Open doors

The architecture of the Golden Temple is an embodiment of the core beliefs of Sikhism. Guru Nanak (1469 CE — 1539 CE) preached an open religion with the revolutionary doctrine of the absolute equality of all people, and engaged with the common themes within the two religions he knew, namely Hinduism and Islam. The architectural realization of these teachings in Gurudwaras is three fold. First, there are gates from all the principal directions leading in to the temple, signifying that there are many roads to this belief. Second, since these paths are always open, there are elaborate gateways but no doors (see the three images in the slideshow). And finally, the equality of all people is given concrete shape in the langar, a common space that absolutely anyone can come to for food at any time of the day, with everyone sitting together.

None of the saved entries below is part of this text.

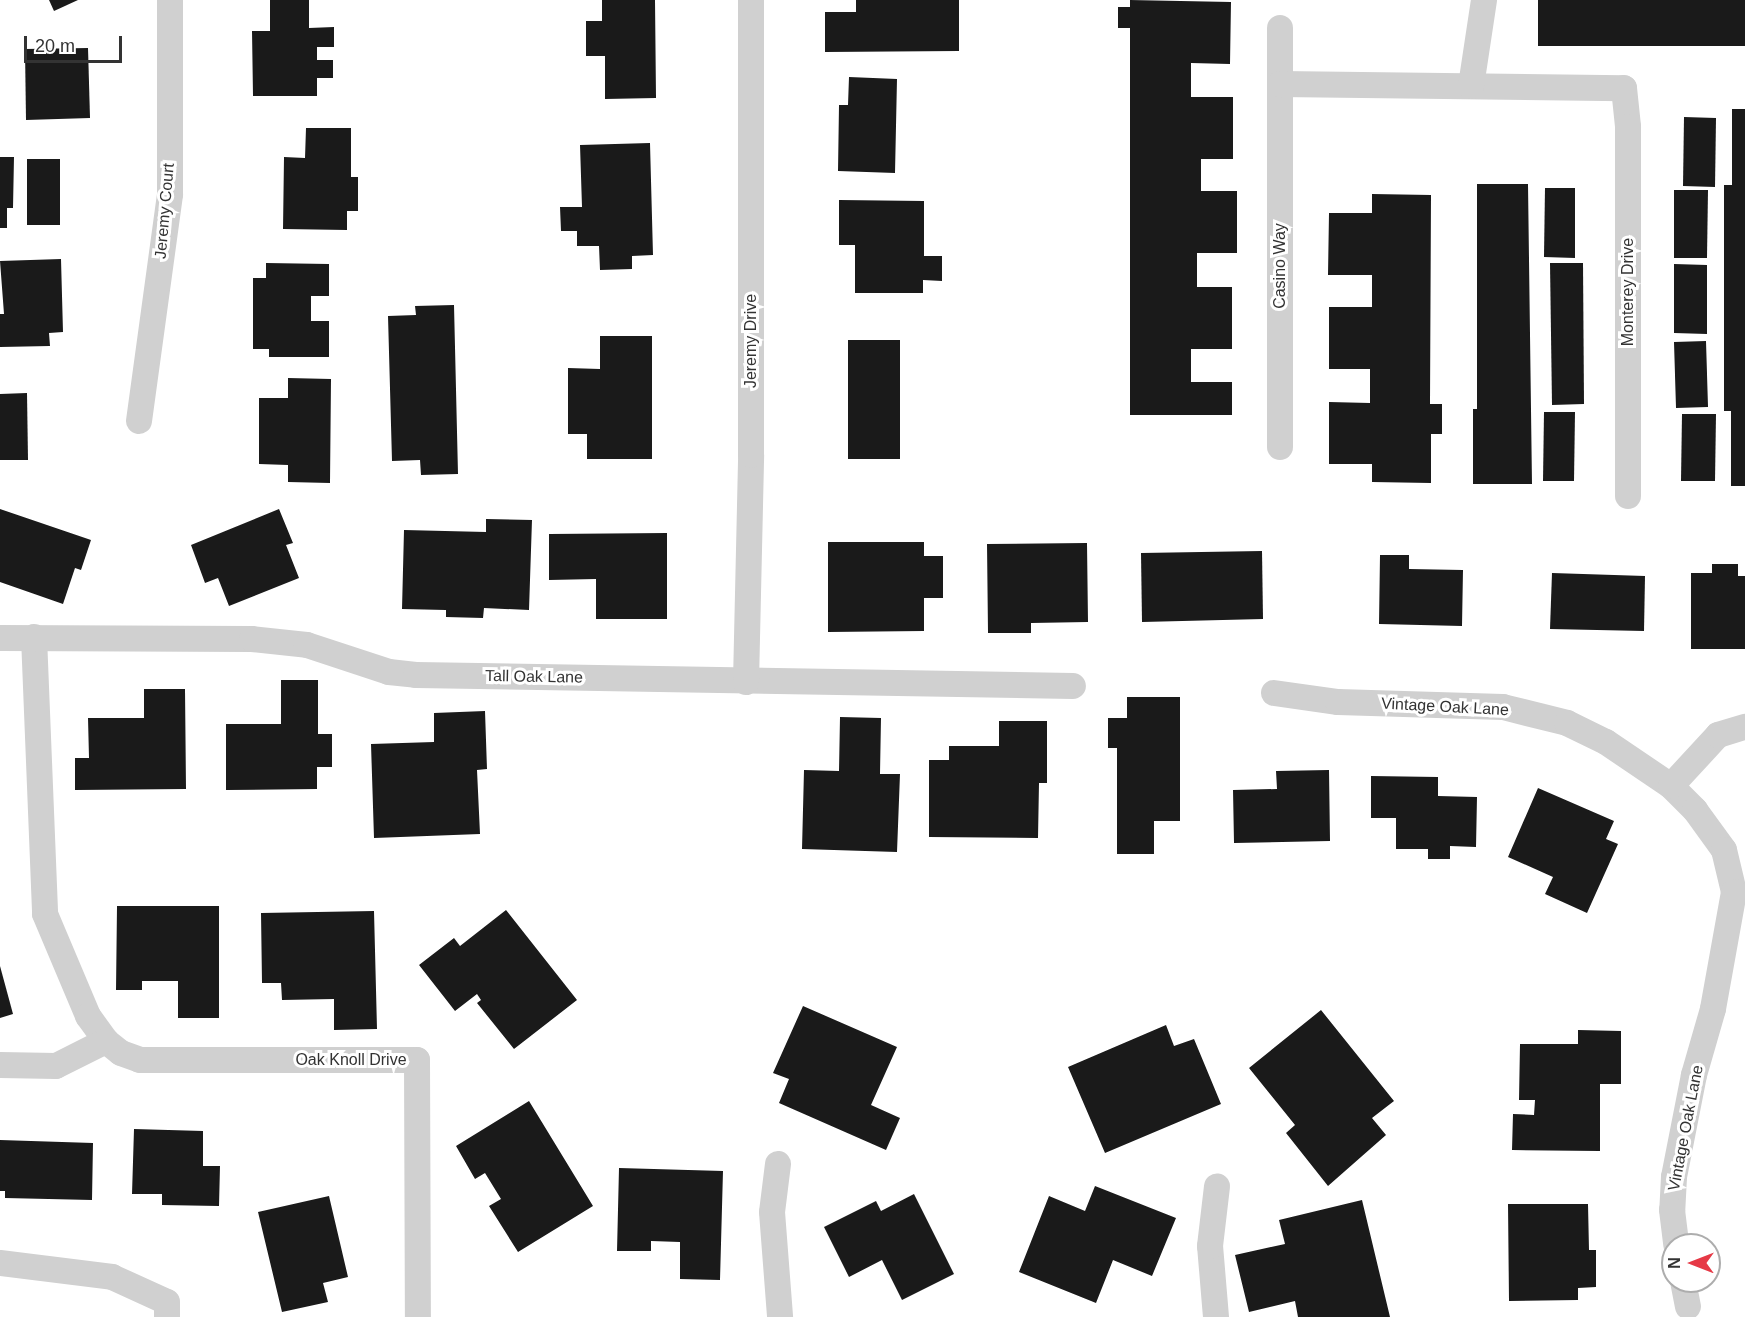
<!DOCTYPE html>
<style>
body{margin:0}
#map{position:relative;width:1745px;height:1317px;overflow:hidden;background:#fff;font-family:Helvetica,sans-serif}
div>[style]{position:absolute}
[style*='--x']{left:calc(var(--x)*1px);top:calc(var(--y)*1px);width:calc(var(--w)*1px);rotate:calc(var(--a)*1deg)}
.building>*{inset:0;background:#1a1a1a}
.minor>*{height:26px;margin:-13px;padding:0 13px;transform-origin:13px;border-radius:13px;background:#d0d0d0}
span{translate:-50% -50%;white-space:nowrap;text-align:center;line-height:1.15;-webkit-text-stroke:6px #fff;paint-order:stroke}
.street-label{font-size:16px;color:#333}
.north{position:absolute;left:1661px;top:1233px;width:60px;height:60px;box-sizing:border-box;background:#fff;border:2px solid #adadad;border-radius:50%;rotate:270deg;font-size:16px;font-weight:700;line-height:24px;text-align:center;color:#333}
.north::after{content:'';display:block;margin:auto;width:21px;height:27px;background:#e63946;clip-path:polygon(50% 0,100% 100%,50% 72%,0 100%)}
.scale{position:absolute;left:24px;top:36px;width:98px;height:27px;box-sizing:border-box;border:3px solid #333;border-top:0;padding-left:8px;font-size:18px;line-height:21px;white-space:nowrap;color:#333;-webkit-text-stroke:4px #fff;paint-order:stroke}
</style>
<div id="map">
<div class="building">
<div style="clip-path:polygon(49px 0,78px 0,54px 11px)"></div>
<div style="clip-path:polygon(270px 0,309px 0,309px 28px,334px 27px,334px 47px,317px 47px,317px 60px,333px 60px,333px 78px,317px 78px,317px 96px,253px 96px,252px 31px,270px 31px)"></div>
<div style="clip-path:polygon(602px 0,655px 0,656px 98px,605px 99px,605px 56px,586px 56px,586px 21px,602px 21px)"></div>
<div style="clip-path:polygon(856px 0,959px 0,959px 51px,825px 52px,825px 12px,856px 12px)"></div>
<div style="clip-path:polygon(1130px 0,1231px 2px,1230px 64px,1191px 63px,1191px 97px,1233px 97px,1233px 159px,1201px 159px,1201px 191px,1237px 191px,1237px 253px,1197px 253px,1197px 287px,1232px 287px,1232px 349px,1191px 349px,1191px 382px,1232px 382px,1232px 415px,1130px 415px,1130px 28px,1118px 28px,1118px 7px,1130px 7px)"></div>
<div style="clip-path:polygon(1538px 0,1745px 0,1745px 46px,1538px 46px)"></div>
<div style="clip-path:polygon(88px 48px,90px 118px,26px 120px,25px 49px)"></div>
<div style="clip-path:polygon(849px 77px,897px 79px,895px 173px,838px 171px,839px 105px,848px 105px)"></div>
<div style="clip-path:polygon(1732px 109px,1745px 109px,1745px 486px,1731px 486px,1731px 411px,1724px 411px,1724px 185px,1732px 185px)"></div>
<div style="clip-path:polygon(1684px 117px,1716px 118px,1715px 187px,1683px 186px)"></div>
<div style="clip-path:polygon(306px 128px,351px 128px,351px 177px,358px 177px,358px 211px,347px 211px,347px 230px,283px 229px,284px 157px,305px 158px)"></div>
<div style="clip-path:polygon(650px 143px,653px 255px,632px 256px,632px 269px,600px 270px,599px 246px,577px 246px,577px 231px,561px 231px,560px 207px,582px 207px,580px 145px)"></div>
<div style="clip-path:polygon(0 157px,14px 157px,13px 208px,7px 208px,7px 228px,0 228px)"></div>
<div style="clip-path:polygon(27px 159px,60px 159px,60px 225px,27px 225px)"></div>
<div style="clip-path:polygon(1477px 184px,1528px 184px,1532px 484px,1473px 484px,1473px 409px,1477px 409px)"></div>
<div style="clip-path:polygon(1545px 188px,1575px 188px,1575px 258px,1544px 257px)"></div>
<div style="clip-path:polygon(1674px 190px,1708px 190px,1707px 258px,1674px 258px)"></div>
<div style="clip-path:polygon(1372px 194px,1431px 195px,1430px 404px,1442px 404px,1442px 434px,1431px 434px,1431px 483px,1372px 482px,1372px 464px,1329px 464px,1329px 402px,1370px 403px,1370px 369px,1329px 369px,1329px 307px,1372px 307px,1372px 275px,1328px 275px,1329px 213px,1372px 213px)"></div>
<div style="clip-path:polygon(839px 200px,924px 201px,924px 256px,942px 256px,942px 281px,923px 280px,923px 293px,855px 293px,855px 245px,839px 245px)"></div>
<div style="clip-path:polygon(61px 259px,63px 332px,49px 333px,50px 346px,0 347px,0 314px,4px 314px,0 261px)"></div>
<div style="clip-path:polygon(266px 263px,329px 264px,329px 296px,311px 296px,311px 321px,329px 321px,329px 357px,269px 357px,269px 349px,253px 349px,253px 278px,266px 278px)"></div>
<div style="clip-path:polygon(1550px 263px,1583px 263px,1584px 404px,1552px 405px)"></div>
<div style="clip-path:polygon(1674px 264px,1707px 265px,1707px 334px,1674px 333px)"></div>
<div style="clip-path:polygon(454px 305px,458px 474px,421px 475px,420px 460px,392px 461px,388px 316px,416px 315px,415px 306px)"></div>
<div style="clip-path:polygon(600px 336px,652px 336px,652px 459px,587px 459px,587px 434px,568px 434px,568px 368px,600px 369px)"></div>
<div style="clip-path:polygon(848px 340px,900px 340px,900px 459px,848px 459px)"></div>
<div style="clip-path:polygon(1706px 341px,1708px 407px,1676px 408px,1674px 342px)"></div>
<div style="clip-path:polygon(288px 378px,331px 379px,330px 483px,288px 482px,288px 465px,259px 464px,259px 398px,288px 398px)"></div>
<div style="clip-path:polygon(27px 393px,28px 460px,0 460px,0 394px)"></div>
<div style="clip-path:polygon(1544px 412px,1575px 412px,1574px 481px,1543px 481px)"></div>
<div style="clip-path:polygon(1682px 414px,1716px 414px,1715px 481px,1681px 481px)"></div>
<div style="clip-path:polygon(0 509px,91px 540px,81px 570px,75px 568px,63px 604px,0 582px)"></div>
<div style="clip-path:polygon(279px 509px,293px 543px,286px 545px,299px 578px,229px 606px,218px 578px,205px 583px,191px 545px)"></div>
<div style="clip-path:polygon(486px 519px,532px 520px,529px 610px,484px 608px,483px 618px,446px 617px,446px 610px,402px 609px,404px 530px,486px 532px)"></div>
<div style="clip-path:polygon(667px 533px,667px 619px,596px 619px,596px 579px,549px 580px,549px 534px)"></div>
<div style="clip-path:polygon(828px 542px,924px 542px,924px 556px,943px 556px,943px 598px,924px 598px,924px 631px,828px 632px)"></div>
<div style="clip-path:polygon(1087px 543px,1088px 622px,1031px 623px,1031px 633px,988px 633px,987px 544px)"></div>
<div style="clip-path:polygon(1262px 551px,1263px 619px,1142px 622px,1141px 553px)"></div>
<div style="clip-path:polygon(1380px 555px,1409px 555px,1409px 569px,1463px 570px,1462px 626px,1379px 624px)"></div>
<div style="clip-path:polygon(1712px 564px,1738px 564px,1738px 576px,1745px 576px,1745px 649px,1691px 649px,1691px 573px,1712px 573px)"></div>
<div style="clip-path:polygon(1552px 573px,1645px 576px,1644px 631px,1550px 629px)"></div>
<div style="clip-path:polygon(281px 680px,318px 680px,318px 734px,332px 734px,332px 767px,317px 767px,317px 789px,226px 790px,226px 724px,281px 724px)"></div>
<div style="clip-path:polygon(144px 689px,185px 689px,186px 789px,75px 790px,75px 758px,89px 758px,88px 718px,144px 718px)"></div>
<div style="clip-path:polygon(1127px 697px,1180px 697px,1180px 821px,1154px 821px,1154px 854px,1117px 854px,1117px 748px,1108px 748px,1108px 718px,1127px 718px)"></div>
<div style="clip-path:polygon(485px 711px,487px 769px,477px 770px,480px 834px,374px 838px,371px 744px,434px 742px,434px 713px)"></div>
<div style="clip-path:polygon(840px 717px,881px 718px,880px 774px,900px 774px,897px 852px,802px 849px,804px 770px,839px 771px)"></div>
<div style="clip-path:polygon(999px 721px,1047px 721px,1047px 783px,1039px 783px,1038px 838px,929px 837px,929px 760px,949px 760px,949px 746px,999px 746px)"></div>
<div style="clip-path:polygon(1329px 770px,1330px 841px,1234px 843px,1233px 790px,1277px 789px,1276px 771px)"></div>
<div style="clip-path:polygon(1371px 776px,1438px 777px,1438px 796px,1477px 797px,1476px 847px,1450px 846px,1450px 859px,1428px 859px,1428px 849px,1396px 849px,1396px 818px,1371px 818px)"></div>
<div style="clip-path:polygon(1538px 788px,1614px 821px,1606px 839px,1618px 844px,1587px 913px,1545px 894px,1553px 877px,1508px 857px)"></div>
<div style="clip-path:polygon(117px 906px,219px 906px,219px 1018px,178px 1018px,178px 981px,142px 981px,142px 990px,116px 990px)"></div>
<div style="clip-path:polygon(506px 910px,577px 1000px,514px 1049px,477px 1003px,481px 1000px,477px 994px,455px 1011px,419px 965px,454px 938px,460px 946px)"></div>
<div style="clip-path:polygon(374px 911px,377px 1029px,334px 1030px,334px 999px,282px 1000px,281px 983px,262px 983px,261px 913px)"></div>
<div style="clip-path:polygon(0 966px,13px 1014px,0 1018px)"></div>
<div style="clip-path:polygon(803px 1006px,897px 1047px,871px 1105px,900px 1118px,886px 1150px,779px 1103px,789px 1079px,773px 1073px)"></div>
<div style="clip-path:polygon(1321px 1010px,1394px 1101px,1372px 1118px,1386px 1135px,1328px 1186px,1286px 1133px,1295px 1125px,1249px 1068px)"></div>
<div style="clip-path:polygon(1166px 1025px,1174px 1046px,1194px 1039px,1221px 1104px,1105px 1153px,1068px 1067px)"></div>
<div style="clip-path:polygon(1578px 1030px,1621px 1031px,1621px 1084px,1600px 1084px,1600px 1151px,1512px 1150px,1513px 1114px,1534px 1115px,1535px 1100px,1519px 1100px,1520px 1044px,1578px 1044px)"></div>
<div style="clip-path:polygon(529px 1101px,593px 1206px,518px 1252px,489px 1206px,501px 1199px,485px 1173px,475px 1179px,456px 1146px)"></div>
<div style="clip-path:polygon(134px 1129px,203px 1131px,203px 1166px,220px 1166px,219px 1206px,162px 1205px,162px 1194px,132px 1194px)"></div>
<div style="clip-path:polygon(0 1140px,93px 1143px,92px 1200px,5px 1198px,5px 1191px,0 1191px)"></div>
<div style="clip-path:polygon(619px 1168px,723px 1171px,720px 1280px,680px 1279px,680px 1242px,651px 1241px,651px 1251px,617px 1251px)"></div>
<div style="clip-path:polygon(1095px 1186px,1176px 1218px,1152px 1276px,1113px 1260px,1096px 1303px,1019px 1272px,1049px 1196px,1085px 1211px)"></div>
<div style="clip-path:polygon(914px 1194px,954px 1274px,902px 1300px,882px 1260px,849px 1277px,824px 1227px,876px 1201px,881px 1211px)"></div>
<div style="clip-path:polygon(329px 1196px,348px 1277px,323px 1283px,328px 1302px,282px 1312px,258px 1212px)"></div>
<div style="clip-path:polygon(1362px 1200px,1390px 1317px,1298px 1317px,1295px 1301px,1249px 1312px,1235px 1255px,1285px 1244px,1279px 1220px)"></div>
<div style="clip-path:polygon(1508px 1204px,1588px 1204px,1589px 1250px,1596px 1250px,1596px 1287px,1578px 1288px,1578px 1300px,1509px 1301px)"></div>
</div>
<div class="minor">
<div style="--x:1280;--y:28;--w:419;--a:90"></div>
<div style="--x:1280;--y:84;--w:344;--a:0.7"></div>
<div style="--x:1624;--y:88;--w:39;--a:84"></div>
<div style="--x:1628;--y:127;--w:369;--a:90"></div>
<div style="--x:1471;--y:86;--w:87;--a:-81.4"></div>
<div style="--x:139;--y:421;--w:229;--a:-82.2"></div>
<div style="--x:170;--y:194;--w:194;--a:-90"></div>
<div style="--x:34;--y:637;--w:277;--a:87.7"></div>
<div style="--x:45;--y:914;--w:111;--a:67.1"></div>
<div style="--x:88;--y:1016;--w:31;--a:54"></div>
<div style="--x:0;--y:638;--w:252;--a:0.2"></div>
<div style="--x:252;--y:639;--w:55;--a:6.2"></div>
<div style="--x:307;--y:645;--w:86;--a:18.2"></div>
<div style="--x:389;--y:672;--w:27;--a:6"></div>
<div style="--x:416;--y:675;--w:657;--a:0.96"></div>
<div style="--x:746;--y:682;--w:227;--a:-88.7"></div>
<div style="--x:751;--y:455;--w:455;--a:-90"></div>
<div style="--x:1274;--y:693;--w:65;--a:8"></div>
<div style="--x:1338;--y:702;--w:165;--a:1.7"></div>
<div style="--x:1503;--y:707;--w:66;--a:14"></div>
<div style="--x:1567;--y:723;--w:43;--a:26"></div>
<div style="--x:1606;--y:742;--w:78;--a:34.1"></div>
<div style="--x:1671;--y:786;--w:34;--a:45"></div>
<div style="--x:1695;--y:810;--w:49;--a:54.1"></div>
<div style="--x:1724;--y:850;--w:43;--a:76.6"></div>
<div style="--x:1734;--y:892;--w:119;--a:100.2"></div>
<div style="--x:1713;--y:1009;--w:69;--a:106.1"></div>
<div style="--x:1694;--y:1075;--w:104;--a:101.1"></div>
<div style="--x:1674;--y:1177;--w:33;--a:93"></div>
<div style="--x:1672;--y:1210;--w:35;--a:83"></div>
<div style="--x:1671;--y:786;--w:69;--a:-47.3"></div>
<div style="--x:1718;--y:735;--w:28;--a:-17"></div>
<div style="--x:0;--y:1065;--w:56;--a:1"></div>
<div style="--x:56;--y:1066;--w:56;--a:-26.6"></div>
<div style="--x:106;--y:1041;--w:19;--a:39"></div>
<div style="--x:121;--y:1053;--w:20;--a:20"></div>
<div style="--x:140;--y:1060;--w:277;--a:0"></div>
<div style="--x:417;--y:1060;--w:257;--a:89.8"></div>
<div style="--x:778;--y:1164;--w:48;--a:97.1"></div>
<div style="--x:772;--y:1212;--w:105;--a:85.6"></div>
<div style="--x:0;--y:1263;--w:113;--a:7.1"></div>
<div style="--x:112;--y:1277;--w:60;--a:24.4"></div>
<div style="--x:167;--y:1302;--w:15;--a:90"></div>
<div style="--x:1683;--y:1281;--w:26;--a:79"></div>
<div style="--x:1216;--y:1317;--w:71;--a:-94.8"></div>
<div style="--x:1210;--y:1246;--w:60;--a:-83.3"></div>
</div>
<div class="street-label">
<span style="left:165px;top:211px;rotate:-85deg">Jeremy Court</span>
<span style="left:1280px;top:266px;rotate:-90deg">Casino Way</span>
<span style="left:1628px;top:292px;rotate:-90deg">Monterey Drive</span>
<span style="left:751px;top:341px;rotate:-90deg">Jeremy Drive</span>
<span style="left:534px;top:677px;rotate:1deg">Tall Oak Lane</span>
<span style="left:1445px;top:707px;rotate:3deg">Vintage Oak Lane</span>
<span style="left:351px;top:1060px">Oak Knoll Drive</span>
<span style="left:1686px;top:1128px;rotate:-79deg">Vintage Oak Lane</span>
</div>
<div class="north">N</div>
<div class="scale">20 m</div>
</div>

These teachings eventually brought about conflict with the emperor in Delhi, Jahangir. The fifth of the ten gurus was executed by the order of the emperor. The sixth guru’s first act was to embrace militarism through a notion which he called Miri-Piri, a combination of spiritualism and temporal authority. The physical embodiment of this philosophy resulted in the building of the Akal Takht, the seat of Sikh religious authority, facing the Golden Temple (shown in the featured photo). The next five Gurus spent their lives fighting the Mughal empire, and turning the Sikhs into a military force. As the Mughal power waned, this force was ready to carve out its own empire, as it did with Ranjit Singh (1780 CE — 1839 CE). Imperial power is on show in the marble and gold of the Golden Temple, and in the elaborate structures of the gateways.

Two views of the Golden Temple

Marble inlay work in Harmandir Sahib

The founding of Amritsar is counted from 1577 CE, the date of the digging of the lake, Amrit Sarovar, at the behest of Guru Ram Das, the fourth Sikh Guru. A few years later Harmandir Sahib was first constructed in the lake, connected by a single causeway. His successor, Guru Arjun, placed a copy of the Adi Granth in it in the year 1604 CE. During the years when the Sikhs were in conflict with the Mughals the temple was destroyed and rebuilt many times. The current structure comes from 1830 CE, when the Khalsa emperor, Ranjit Singh, had the marble and gilded copper temple built.

I’d expected to spend a long time in the area, trying to figure out the best light and angles. But I was lucky with the light. Sunset, and perhaps sunrise, are the best light for photography, and my first visit happened to be at this hour. I missed one thing, the daily journey of the Granth Sahib from the Akal Takht to the Harmandir Sahib and back. So there is a reason for me to go back.

Hathi Gate

The Mughal Empire decayed after the death of Aurangzeb and several strong regional powers found space to expand. One of them was the remnant of the Khalsa organized by Guru Govind Singh, the last human Sikh guru. Several commanders arose in the 18th century CE, but after 1799 Ranjit Singh became emperor of the Sikhs when he captured Lahore from the Afghan king Zaman Shah Durrani. Soon after, Ranjit Singh ordered that Amritsar, the religious twin next to his capital city of Lahore, be fortified. The eight kilometers long wall had twelve gates (a thirteenth, Hall Gate, was added by the British after the fall of Ranjit Singh’s empire). They are being renovated by the Central Public Works Department in consultation with the conservation architect Gurmeet Sangha Rai. The featured photo shows the newly renovated Hathi Gate, originally called the Shazada Darwaza.

The area around it was chaotic and full of slow traffic. On the outer side of the gate, away from the Golden Temple, we saw a little flower market, exactly where we were told we would find it. Our most memorable trips have been those where we spent more time in a place than is recommended. We use the extra time not to “do” the city, but to wander around aimlessly looking at markets, chatting with people, and sampling the local food. Visiting markets is one of these pleasures. You come across unexpected things, like a rather young Akshay Khanna look alike.

Sometimes The Family cannot let go of a shop-op. We paused by a cart piled high with peas. The seller gave us a few to taste. Sweet and fresh! The Family immediately got a couple of kilos. “We’ll take it back with us” she said. Weight restrictions? “In my hand baggage.” I asked the vendor where the peas came from. Nashik, he told us. So we were basically going to take the fresh peas back to almost where they came from. I resolved to snack on peas for the next couple of days. When in Amritsar, eat like the Amritsaris.